Kimse sesimi ya da içimde susturduğum çığlıklarımı duymuyor ve benim canım çok acıyor. Canım hiç acımadığı kadar çok acıyor. Acı var iki göğsümün arasında. Yolum kısa ama yolun sonu belirsiz. Ben neredeyim ya da nereye gidiyorum? Neden bu yoldayım? Yaşamak yerine neden ölmeyi tercih ediyorum?
Bir yol vardır. Yolun nereye çıkacağı meçhul ama ben o yolda koşuyorum. Esen rüzgarlar saçlarımı savururken, ben ağlayarak koşuyorum. Sonra çiçekli bahçeler görünüyor. Adım atacağım anda çiçeklerin boynu bükülüyor; oysa çok güzeldi çiçekler.
Kalbim acıyor. Bu ağrı bin bir his içeriyor. Beynimin içinde ağıtlar yakınırken bedenim gömülüyor.
Sevdiğim adamı ardımda bırakıp koşabildiğim kadar koştum. Nefesim soluğumu tıkarken koşmaya devam ettim. Kalbini avuçlarıma bırakan adamın, kalbini avuçlarımda tuzla buz ettim. Pişmandım ama onun daha fazla üzülmesine sebep olmak istemiyorum. Daha fazla yara almadan devam etmeli. Ona yara açan ben olmamalıyım.
Hıçkıra hıçkıra ağlarken koşmaya devam ettim. Nefesim kesilirken durmak yerine koşmaya devam ettim. Onu kırdıysam, kalbimi öldürmek zorundaydım çünkü ben; beni seven kalbi bencilce kırmıştım. Hakkım yoktu.
Otobüs durağında duraksayıp bir köşeye sindim. Hızlı soluklarım yerini sakinliğe bırakırken hiçbir şey düşünecek durumda değildim. Aklım onunlayken ben yine devam edemezdim. Aptalca davranıp, onu geride bırakırken hiçbir şey yapamazdım. Oturduğum durakta etrafıma bakınıp durdum. Kimse yoktu. Kimse yanımda değildi. Kendi kendimi çıkmaza itiyordum.
"Pardon, oturabilir miyim?" Sağ tarafımdan gelen sese dönünce kaşlarım düz bir hal aldı. Elimin tersiyle gözlerimdeki yaşları silip, hafifçe öksürdüm.
"Tabii, sormanıza gerek yok." Oldukça yapılı bir kadındı. Yanımdaki boş yere oturup geriye yaslandı. Siyah kısa saçlarını karıştırıp seslice nefes alıp verdi.
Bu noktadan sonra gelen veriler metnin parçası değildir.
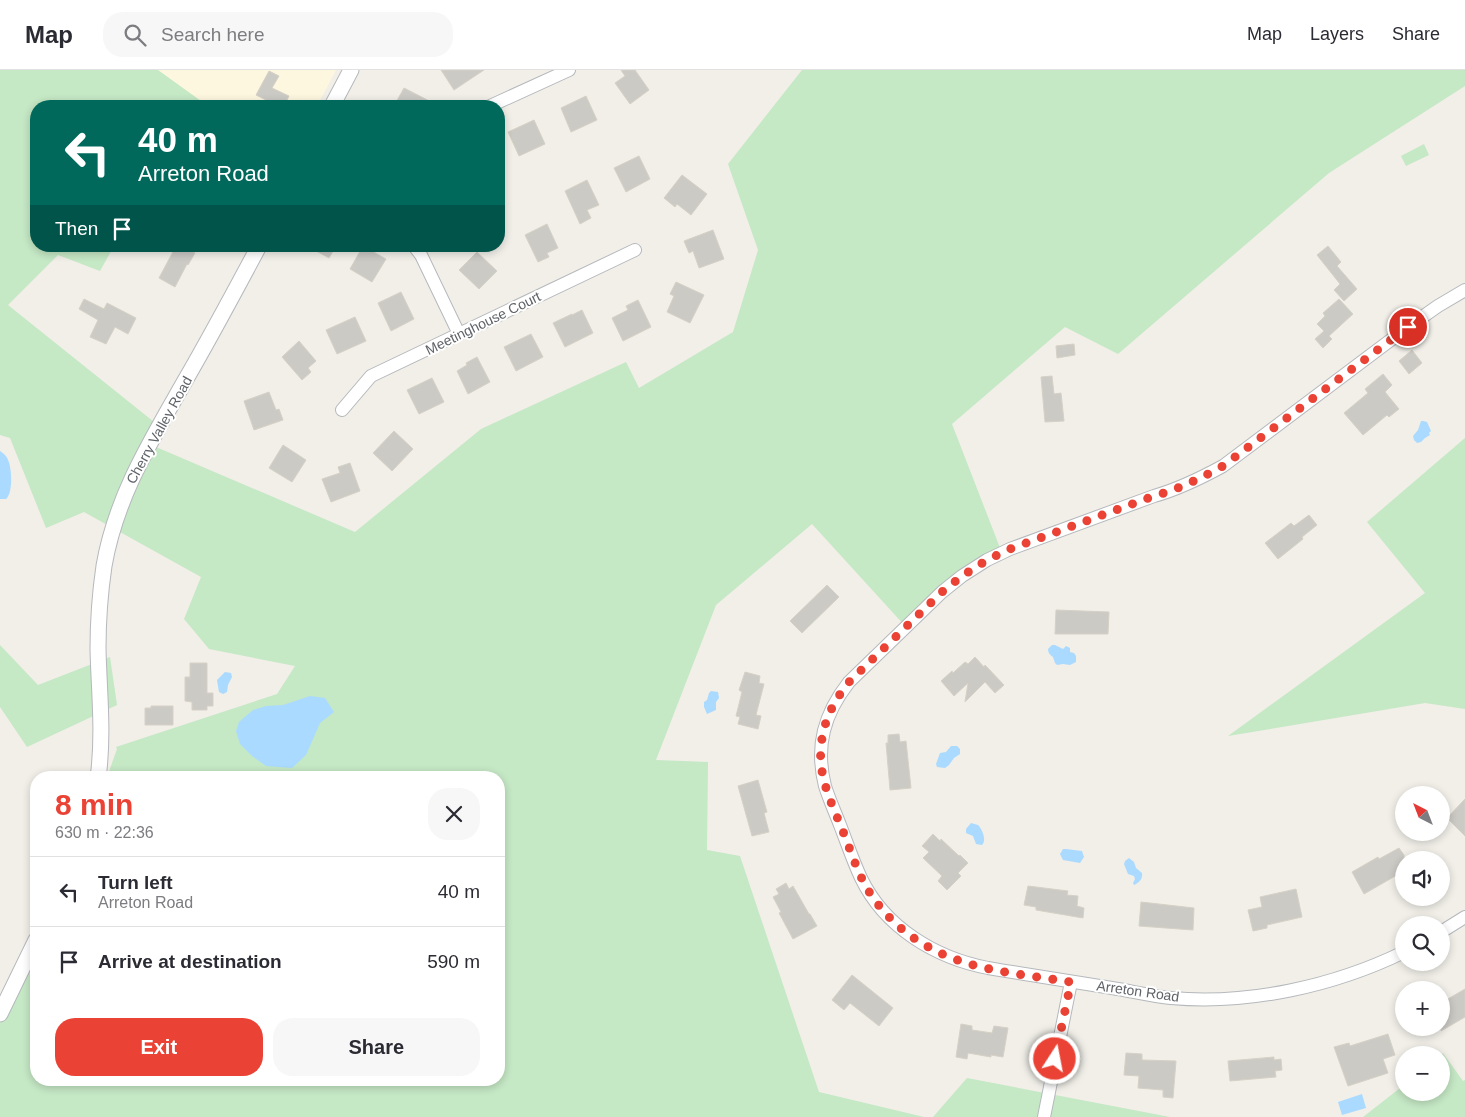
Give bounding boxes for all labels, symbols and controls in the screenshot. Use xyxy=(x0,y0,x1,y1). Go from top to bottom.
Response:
search box xyxy=(103,12,453,57)
text: Map xyxy=(25,21,73,48)
icon: search xyxy=(121,21,149,49)
text: Search here xyxy=(161,24,265,45)
text: Map xyxy=(1247,24,1282,44)
text: Layers xyxy=(1310,24,1364,44)
text: Share xyxy=(1392,24,1440,44)
icon: left xyxy=(55,120,120,185)
text: 40 m xyxy=(138,120,218,159)
text: Arreton Road xyxy=(138,161,269,186)
icon: arrive xyxy=(108,215,136,243)
text: Then xyxy=(55,218,98,239)
street label: Meetinghouse Court xyxy=(423,288,543,358)
pin xyxy=(1387,306,1429,348)
icon: arrive xyxy=(1394,313,1422,341)
street label: Cherry Valley Road xyxy=(123,373,195,487)
north arrow xyxy=(1395,786,1450,841)
map controls xyxy=(1395,786,1450,1101)
text: 8 min xyxy=(55,788,133,821)
button: close xyxy=(428,788,480,840)
text: 630 m · 22:36 xyxy=(55,824,154,841)
button: sound xyxy=(1395,851,1450,906)
text: Turn left xyxy=(98,872,173,893)
icon: left xyxy=(55,878,83,906)
text: 40 m xyxy=(438,881,480,902)
text: Arreton Road xyxy=(98,894,193,911)
button: search xyxy=(1395,916,1450,971)
icon: arrive xyxy=(55,948,83,976)
text: Arrive at destination xyxy=(98,951,282,972)
text: 590 m xyxy=(427,951,480,972)
street label: Arreton Road xyxy=(1096,977,1180,1005)
button: + xyxy=(1395,981,1450,1036)
button: Exit xyxy=(55,1018,263,1076)
button: Share xyxy=(273,1018,480,1076)
position arrow xyxy=(1028,1032,1080,1084)
button: − xyxy=(1395,1046,1450,1101)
Benim soluklarım gitgide azalıyordu.
"Rahatsız olur musun?" Yutkunup yanımdaki kadına döndüm. Siyah gözleri yıllanmış gibiydi. Göz çevresi kırışırken başımı iki yana salladım.
"Hayır olmam." Ufak bir tebessüm ettikten sonra çıkardığı sigarayı yakıp dudaklarının arasına koydu. İçine derin nefesler çekip dumanı yuttu.
"Sigara dumanı rahatsız etmiyor değil mi?" Önceden ederdi ama şimdi hiç rahatsız olmuyorum. Sigarayı görmek bile bana Arat'ı hatırlattı. Dudaklarım titrerken bakışlarımı yere çevirdim. Alacağım her solukta seni anımsayacağım sevgilim.
"Çevremde içen insanlar olduğu için alışkınım." Kadın ağır ağır başını salladı.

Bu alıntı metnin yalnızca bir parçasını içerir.